Extracted data entries
───
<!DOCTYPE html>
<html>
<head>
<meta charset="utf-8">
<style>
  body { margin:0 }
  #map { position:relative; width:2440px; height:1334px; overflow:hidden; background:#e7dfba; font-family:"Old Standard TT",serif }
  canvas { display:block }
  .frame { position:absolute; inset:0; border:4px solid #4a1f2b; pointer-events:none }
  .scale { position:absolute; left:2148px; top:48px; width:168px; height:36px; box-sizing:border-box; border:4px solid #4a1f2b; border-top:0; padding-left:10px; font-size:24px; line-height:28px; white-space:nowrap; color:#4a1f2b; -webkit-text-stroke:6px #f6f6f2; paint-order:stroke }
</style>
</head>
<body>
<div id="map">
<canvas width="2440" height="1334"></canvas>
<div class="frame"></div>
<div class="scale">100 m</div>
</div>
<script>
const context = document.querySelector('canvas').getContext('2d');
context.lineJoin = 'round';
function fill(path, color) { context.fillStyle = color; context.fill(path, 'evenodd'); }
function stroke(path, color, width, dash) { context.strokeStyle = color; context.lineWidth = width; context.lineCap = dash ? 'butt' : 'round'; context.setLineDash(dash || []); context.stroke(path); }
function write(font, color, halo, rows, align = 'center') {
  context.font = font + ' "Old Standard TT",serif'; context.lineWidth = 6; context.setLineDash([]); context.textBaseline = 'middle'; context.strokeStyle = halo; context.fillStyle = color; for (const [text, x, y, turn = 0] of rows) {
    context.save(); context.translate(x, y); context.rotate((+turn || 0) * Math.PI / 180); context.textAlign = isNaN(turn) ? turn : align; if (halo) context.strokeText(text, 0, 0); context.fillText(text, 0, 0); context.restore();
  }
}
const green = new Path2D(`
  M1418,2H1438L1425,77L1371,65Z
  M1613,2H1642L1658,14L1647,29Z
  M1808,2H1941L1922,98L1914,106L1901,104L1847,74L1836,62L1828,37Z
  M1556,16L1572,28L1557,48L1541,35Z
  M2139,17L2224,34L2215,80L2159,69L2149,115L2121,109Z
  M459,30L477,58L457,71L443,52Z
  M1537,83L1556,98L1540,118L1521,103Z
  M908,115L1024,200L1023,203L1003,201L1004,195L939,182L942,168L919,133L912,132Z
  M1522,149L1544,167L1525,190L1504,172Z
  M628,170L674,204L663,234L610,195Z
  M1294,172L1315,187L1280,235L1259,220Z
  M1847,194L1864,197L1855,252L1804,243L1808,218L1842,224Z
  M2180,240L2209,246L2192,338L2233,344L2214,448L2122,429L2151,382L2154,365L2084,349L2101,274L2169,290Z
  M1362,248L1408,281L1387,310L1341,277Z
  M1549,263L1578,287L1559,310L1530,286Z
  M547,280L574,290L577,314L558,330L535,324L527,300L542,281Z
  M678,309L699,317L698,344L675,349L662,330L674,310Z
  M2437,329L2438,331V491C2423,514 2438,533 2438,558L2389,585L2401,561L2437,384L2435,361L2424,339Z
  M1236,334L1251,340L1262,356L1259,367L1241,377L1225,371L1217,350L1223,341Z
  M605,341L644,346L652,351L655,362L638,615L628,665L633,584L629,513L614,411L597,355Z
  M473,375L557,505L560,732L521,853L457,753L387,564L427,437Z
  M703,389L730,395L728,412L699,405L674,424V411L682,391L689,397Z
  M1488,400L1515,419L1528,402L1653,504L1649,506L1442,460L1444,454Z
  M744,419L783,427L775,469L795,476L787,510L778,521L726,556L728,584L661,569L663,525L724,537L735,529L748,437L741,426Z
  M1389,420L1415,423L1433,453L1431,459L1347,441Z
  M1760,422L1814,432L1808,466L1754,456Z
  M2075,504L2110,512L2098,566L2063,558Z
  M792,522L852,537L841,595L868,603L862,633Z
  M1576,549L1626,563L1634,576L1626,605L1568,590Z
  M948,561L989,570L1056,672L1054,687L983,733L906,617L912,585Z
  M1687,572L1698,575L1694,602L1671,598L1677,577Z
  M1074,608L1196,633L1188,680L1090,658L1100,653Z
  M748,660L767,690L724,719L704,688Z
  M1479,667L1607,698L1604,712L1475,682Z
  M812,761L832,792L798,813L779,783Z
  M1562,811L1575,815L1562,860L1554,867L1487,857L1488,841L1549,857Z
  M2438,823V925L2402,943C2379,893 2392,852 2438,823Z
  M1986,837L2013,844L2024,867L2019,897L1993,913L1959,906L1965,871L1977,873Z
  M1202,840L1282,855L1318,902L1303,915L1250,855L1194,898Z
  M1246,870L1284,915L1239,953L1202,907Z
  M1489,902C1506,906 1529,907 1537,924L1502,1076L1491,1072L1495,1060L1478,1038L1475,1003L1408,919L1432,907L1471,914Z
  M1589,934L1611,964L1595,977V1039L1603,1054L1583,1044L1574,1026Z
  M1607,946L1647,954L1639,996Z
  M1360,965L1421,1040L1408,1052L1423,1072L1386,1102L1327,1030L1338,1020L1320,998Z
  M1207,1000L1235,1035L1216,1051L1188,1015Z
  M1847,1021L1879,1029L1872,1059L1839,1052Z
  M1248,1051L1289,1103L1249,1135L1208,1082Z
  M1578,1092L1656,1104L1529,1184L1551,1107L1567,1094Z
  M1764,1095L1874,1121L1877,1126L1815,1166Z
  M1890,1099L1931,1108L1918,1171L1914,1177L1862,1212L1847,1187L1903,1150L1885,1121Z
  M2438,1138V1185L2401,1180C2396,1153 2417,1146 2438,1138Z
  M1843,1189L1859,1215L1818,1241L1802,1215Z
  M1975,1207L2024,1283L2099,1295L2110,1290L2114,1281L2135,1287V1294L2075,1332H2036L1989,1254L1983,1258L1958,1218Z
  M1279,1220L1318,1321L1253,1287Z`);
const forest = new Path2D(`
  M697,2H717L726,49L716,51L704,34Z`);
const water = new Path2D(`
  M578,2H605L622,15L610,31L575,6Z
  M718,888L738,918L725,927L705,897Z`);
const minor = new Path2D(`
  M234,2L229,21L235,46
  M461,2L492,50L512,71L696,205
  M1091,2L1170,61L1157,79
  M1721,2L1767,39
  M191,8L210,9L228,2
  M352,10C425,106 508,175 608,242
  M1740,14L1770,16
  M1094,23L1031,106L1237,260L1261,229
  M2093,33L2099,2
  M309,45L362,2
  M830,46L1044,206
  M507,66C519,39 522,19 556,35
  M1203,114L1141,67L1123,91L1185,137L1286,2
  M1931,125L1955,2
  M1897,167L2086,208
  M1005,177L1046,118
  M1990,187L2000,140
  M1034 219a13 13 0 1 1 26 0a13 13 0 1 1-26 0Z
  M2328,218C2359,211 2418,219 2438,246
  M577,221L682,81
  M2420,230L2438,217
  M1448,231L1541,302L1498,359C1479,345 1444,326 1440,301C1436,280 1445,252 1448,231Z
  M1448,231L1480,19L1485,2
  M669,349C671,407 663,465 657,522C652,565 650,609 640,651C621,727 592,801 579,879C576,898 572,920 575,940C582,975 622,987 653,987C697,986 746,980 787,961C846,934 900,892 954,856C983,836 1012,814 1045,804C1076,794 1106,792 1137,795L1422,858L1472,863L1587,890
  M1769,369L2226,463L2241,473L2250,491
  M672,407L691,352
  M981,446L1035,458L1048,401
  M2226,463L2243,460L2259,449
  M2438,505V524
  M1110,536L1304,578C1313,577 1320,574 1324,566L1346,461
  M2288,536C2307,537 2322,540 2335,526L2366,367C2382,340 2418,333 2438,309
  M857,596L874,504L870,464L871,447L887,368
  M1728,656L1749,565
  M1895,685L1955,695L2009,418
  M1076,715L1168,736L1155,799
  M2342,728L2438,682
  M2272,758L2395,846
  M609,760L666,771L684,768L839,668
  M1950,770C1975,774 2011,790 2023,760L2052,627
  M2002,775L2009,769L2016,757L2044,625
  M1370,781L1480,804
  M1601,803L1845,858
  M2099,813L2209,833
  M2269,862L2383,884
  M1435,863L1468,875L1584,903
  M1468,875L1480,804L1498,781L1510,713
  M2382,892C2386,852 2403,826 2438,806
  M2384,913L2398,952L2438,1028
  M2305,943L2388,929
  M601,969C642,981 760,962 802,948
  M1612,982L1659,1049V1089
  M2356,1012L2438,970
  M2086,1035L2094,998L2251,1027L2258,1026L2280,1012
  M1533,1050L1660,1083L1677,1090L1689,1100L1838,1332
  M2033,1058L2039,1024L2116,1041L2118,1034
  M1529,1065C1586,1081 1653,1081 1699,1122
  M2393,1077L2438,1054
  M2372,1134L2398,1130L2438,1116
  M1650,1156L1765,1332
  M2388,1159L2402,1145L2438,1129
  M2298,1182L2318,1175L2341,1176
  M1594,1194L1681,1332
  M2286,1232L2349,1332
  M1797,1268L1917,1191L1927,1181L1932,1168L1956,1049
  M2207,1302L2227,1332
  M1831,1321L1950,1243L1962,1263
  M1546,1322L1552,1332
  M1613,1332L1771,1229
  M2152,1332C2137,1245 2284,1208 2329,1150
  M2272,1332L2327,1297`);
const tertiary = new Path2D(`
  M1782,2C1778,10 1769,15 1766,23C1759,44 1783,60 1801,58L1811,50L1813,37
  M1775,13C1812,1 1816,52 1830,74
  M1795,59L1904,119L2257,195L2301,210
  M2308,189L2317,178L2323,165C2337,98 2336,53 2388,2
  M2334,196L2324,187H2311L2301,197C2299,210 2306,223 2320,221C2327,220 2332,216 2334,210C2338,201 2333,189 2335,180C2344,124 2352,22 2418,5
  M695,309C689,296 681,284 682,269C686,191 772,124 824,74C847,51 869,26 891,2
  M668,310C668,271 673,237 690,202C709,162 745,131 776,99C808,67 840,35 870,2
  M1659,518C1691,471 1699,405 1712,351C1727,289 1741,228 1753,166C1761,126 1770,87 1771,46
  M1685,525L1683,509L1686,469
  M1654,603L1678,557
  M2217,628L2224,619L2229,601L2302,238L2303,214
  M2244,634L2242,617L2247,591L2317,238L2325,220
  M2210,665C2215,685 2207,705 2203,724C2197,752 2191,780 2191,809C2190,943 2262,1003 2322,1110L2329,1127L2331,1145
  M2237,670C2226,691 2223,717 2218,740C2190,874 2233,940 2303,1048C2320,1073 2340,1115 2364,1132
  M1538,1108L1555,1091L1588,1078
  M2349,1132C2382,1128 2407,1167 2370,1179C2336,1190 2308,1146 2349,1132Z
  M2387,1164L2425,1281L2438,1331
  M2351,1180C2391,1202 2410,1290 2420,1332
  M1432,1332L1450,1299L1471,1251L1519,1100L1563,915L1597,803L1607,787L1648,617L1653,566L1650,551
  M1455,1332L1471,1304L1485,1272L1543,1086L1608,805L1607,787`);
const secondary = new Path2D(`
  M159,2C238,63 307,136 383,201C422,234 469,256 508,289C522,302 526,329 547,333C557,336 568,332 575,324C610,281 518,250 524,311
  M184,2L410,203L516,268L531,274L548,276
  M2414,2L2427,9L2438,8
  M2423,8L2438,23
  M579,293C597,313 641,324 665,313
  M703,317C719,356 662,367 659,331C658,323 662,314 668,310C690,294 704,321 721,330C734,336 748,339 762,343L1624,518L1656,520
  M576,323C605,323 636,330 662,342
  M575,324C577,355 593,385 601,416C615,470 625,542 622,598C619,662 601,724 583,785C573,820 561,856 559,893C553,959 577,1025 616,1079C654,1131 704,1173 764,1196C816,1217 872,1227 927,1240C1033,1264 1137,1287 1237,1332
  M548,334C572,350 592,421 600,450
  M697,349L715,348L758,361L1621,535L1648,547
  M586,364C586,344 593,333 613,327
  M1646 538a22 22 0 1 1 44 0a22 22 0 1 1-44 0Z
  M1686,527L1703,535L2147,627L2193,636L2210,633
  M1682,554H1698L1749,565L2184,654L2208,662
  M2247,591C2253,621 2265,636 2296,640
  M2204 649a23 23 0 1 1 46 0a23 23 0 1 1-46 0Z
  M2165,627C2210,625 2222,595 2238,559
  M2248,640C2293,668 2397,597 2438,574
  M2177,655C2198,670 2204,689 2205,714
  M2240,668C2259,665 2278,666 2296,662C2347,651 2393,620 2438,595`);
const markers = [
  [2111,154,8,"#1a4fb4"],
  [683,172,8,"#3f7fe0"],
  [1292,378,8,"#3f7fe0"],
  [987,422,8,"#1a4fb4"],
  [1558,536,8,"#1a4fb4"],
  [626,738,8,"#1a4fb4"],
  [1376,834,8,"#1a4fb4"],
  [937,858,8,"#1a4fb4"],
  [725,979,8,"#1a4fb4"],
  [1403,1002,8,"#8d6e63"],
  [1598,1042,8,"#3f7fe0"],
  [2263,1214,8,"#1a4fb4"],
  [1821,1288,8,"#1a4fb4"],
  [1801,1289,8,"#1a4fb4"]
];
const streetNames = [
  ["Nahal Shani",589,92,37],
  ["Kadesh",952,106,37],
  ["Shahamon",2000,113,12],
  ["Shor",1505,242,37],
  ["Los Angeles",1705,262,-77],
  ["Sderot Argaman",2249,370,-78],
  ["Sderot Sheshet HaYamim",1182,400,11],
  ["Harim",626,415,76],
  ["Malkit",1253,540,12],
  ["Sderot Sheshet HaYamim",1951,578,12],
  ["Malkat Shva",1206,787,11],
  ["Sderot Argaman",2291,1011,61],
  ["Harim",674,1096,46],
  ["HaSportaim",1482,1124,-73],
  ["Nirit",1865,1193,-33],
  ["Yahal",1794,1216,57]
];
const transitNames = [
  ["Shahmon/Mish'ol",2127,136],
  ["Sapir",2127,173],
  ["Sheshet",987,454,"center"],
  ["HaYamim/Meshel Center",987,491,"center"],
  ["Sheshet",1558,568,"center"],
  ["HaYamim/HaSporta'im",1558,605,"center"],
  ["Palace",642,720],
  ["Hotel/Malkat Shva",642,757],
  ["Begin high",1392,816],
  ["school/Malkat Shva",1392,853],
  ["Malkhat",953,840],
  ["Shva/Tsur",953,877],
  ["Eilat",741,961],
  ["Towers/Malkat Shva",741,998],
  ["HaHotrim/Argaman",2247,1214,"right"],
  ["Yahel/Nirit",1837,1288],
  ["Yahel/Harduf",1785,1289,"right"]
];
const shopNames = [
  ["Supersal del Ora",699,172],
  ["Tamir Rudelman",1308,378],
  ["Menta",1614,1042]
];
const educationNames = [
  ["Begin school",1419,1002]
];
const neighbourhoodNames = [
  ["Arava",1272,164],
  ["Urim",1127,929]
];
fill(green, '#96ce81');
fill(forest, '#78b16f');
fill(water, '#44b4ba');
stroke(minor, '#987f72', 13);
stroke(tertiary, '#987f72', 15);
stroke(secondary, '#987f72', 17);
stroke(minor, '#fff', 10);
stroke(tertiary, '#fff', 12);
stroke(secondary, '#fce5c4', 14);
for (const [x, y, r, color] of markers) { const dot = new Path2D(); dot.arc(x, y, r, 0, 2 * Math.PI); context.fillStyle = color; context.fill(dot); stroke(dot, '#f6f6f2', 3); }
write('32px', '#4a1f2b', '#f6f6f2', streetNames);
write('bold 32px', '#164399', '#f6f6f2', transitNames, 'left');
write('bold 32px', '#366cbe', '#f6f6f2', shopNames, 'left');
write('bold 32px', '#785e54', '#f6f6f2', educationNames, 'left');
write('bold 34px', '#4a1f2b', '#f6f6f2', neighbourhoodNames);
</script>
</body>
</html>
───
YOUR GOAL: Each line of the entries where the string "lineWidth" occurs should be shown.

TASK RESULT:
function stroke(path, color, width, dash) { context.strokeStyle = color; context.lineWidth = width; context.lineCap = dash ? 'butt' : 'round'; context.setLineDash(dash || []); context.stroke(path); }
  context.font = font + ' "Old Standard TT",serif'; context.lineWidth = 6; context.setLineDash([]); context.textBaseline = 'middle'; context.strokeStyle = halo; context.fillStyle = color; for (const [text, x, y, turn = 0] of rows) {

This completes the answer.